TECH 2026-03-12 15 min

EDRSR: Data Pipeline for 60 Million Court Decisions

Name: LEX
Author: SecondLayer

60 million full texts. 283 GB across 4 shards. Custom RTF parser with depth-tracking for Windows-1251 Cyrillic. Two-phase ETL with idempotent upsert via temp tables. Application-level sharding by doc_id with independent backup domains. PostgreSQL shared memory exhaustion and three layers of defense. All on open government data.

EDRSR: Data Pipeline for 60 Million Court Decisions

Architecture of an ETL system that transfers the entire Unified State Register of Court Decisions into a 4-shard PostgreSQL infrastructure – from data modeling and RTF parsing to capacity planning and operational trade-offs.

Problem Context

LEX AI is a semantic search platform for court practice. The search core relies on vector embeddings (text-embedding-ada-002, 1536 dim) generated from full decision texts. No text means no embeddings; no embeddings means no semantic search.

EDRSR (Unified State Register of Court Decisions) contains ~60M documents from 685 courts across all instances, from 2006 to present. Full texts are stored in RTF format with Windows-1251 encoding.

Scale:

| Parameter | Value | |———–|——-| | Documents in registry | ~60,000,000 | | Average RTF size | ~4.5 KB | | Average plaintext size | ~2.3 KB | | Total text volume | 283 GB (PostgreSQL) | | Source courts | 685 | | Time range | 2006–2026 |

A Principled Decision: Open Data Only

We deliberately chose to work exclusively with open sources. The portal reyestr.court.gov.ua publishes court decisions in open access – this is public information under Ukrainian law on access to public information.

The reason is not just ethical. Commercial APIs carry operational risks: rate limits, token blocking during bulk downloads, third-party dependency. A specific incident: bulk downloading court_sessions (~35K requests in 2.7 hours) got both ZakonOnline API tokens blocked, taking down the production chat.

Data Model

Before discussing the pipeline, it is worth understanding the target schema.
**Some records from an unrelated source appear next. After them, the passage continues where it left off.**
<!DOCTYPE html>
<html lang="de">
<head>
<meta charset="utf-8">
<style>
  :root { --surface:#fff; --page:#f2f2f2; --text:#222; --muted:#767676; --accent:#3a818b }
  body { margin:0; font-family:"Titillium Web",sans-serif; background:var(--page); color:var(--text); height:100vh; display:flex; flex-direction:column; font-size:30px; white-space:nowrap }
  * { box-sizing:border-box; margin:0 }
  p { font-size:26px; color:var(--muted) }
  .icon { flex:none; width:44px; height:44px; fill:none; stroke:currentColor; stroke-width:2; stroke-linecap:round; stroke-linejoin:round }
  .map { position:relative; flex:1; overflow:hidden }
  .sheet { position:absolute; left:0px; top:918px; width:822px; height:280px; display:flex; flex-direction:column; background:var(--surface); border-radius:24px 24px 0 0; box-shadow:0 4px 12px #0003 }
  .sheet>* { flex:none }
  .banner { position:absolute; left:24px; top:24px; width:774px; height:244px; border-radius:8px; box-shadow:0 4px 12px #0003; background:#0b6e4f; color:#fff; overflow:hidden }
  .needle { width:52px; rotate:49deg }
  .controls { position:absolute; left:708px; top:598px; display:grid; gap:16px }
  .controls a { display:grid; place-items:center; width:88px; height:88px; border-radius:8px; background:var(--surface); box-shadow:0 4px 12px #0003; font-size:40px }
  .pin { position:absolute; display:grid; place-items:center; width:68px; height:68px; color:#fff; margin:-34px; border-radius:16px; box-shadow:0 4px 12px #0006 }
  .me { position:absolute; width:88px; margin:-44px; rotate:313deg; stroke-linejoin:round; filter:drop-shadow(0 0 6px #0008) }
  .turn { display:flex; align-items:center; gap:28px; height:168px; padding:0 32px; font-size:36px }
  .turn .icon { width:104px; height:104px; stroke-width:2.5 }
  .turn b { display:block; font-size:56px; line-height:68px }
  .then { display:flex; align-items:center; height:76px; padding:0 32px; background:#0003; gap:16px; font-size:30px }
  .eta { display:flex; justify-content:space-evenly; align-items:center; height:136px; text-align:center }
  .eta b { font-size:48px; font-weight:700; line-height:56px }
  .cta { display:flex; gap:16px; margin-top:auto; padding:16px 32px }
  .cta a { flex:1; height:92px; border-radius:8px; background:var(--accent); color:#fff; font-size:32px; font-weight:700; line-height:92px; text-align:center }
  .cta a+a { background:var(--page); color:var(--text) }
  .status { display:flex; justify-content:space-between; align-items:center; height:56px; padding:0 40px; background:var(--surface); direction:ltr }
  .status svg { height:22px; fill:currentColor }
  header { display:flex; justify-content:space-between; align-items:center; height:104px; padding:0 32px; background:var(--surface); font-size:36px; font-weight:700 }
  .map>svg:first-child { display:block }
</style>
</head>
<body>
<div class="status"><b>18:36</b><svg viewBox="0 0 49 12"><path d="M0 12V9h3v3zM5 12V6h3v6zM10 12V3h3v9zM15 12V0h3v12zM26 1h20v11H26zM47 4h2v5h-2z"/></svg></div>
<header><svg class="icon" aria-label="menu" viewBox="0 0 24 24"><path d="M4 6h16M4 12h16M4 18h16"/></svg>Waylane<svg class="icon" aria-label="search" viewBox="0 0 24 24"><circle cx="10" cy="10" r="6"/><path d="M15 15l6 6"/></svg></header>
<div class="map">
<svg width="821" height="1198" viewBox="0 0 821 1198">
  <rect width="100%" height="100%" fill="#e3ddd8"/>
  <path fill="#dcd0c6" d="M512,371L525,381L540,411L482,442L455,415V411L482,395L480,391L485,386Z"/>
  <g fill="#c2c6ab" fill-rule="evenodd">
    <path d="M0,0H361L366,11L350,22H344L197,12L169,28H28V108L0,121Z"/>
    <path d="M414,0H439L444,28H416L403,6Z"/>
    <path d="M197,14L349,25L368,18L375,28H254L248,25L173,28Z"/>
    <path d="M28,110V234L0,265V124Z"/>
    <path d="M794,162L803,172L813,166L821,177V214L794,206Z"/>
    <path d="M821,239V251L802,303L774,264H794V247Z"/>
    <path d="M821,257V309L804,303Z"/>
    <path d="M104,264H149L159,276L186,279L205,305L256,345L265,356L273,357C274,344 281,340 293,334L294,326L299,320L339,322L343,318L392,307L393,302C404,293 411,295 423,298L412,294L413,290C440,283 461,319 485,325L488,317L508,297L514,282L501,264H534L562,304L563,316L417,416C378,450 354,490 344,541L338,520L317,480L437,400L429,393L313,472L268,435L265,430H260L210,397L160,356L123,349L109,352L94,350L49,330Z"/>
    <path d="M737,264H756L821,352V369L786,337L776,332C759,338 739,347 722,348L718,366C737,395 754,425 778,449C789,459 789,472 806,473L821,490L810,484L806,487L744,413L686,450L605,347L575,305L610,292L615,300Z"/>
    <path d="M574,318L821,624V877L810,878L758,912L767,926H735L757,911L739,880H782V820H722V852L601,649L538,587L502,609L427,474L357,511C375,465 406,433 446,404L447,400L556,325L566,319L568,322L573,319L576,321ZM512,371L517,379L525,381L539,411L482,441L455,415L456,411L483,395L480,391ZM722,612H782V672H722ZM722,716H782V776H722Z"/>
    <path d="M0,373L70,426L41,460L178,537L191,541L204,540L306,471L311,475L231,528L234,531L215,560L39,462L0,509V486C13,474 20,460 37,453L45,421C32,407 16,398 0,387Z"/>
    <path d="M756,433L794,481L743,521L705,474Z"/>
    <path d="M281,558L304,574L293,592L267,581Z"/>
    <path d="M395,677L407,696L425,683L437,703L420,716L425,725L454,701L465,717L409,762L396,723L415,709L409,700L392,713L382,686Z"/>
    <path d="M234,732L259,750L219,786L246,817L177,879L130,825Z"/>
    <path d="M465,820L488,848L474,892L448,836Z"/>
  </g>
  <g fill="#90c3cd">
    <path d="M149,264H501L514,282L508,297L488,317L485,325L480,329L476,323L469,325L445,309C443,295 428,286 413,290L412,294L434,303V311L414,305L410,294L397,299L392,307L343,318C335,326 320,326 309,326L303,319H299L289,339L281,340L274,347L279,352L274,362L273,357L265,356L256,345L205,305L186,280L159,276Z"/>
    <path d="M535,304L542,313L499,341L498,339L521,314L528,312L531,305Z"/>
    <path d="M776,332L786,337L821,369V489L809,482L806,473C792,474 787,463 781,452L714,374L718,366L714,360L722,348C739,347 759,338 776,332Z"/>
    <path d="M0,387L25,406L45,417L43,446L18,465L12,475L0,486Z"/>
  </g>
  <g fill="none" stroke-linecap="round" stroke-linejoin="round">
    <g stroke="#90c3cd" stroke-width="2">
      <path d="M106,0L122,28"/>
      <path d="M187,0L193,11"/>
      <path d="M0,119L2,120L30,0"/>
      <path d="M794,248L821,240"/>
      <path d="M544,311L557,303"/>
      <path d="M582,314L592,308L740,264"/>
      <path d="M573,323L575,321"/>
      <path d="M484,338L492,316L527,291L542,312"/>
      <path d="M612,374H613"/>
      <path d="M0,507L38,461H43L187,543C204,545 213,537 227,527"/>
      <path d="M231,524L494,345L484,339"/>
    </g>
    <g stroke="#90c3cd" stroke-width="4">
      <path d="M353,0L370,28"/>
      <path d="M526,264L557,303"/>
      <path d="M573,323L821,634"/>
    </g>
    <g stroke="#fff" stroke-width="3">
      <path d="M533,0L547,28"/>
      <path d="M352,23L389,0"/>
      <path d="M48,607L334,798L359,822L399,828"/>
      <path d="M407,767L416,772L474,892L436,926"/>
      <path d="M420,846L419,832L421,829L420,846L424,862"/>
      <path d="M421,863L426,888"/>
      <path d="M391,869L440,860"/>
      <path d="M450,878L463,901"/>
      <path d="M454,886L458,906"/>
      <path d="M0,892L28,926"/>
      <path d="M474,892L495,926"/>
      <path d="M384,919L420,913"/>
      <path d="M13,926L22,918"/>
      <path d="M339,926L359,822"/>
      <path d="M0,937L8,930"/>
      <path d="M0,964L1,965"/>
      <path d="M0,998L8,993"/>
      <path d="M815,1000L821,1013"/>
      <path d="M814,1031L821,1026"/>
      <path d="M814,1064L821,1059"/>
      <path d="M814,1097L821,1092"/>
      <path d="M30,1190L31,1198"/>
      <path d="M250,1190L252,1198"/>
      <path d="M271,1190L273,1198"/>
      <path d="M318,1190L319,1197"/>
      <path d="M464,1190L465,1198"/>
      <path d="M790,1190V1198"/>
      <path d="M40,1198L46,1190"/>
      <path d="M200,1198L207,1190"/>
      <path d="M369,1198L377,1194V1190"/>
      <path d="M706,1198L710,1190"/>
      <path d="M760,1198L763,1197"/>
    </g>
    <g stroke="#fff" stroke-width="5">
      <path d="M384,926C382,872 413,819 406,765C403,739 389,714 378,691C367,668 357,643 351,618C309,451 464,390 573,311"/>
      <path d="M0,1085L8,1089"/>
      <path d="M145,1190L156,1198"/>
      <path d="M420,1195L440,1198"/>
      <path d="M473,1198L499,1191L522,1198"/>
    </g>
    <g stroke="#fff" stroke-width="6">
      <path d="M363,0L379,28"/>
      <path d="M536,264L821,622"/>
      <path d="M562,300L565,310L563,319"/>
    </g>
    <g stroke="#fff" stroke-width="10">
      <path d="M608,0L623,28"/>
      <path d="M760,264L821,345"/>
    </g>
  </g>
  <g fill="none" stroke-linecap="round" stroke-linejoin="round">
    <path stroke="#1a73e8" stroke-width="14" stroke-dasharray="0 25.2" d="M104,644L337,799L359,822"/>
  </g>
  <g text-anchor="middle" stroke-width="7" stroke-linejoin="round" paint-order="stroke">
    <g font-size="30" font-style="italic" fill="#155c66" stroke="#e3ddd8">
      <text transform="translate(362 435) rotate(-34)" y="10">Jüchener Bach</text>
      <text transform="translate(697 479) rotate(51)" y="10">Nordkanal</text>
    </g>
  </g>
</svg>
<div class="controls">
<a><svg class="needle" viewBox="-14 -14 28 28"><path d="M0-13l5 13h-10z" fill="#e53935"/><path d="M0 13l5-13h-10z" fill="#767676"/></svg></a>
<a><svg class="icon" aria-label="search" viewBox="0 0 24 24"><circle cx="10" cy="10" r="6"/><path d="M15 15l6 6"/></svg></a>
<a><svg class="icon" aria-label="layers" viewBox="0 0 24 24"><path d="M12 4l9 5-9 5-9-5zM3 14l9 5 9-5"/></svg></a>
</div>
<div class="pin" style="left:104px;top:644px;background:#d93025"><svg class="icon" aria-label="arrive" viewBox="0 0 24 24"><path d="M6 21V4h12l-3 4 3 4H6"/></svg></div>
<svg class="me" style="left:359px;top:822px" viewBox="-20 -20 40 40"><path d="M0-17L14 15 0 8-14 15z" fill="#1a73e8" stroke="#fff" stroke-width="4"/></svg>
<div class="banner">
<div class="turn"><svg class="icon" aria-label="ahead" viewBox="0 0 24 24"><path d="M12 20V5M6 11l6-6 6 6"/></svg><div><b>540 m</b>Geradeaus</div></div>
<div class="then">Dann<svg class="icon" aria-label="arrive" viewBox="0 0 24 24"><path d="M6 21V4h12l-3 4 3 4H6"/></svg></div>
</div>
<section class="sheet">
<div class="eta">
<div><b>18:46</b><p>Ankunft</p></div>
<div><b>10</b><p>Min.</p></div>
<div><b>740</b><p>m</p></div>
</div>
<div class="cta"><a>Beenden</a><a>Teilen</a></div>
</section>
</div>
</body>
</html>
We separated metadata and full texts into two distinct tables – this is a key architectural decision.

Metadata: edrsr_documents

CREATE TABLE edrsr_documents (
  doc_id       BIGINT PRIMARY KEY,   – PK from EDRSR, auto-increment
  court_code   INTEGER,              – FK to edrsr_courts (no constraint)
  judgment_code SMALLINT,            – decision type (verdict, ruling, resolution)
  justice_kind SMALLINT,             – type of proceedings
  category_code INTEGER,             – case category (4,106 categories)
  cause_num    TEXT,                  – case number
  adjudication_date TIMESTAMPTZ,     – date of decision
  receipt_date TIMESTAMPTZ,          – date received by registry
  judge        TEXT,                  – judge/panel
  doc_url      TEXT,                  – RTF URL in registry
  status       SMALLINT DEFAULT 0,
  date_publ    TIMESTAMPTZ
);

Deliberate absence of FK constraints. Source data from data.gov.ua contains court_code, justice_kind, category_code values not always present in reference tables. With FK constraints, import breaks on every "dirty" row. Without them – we import everything and validate at the query level.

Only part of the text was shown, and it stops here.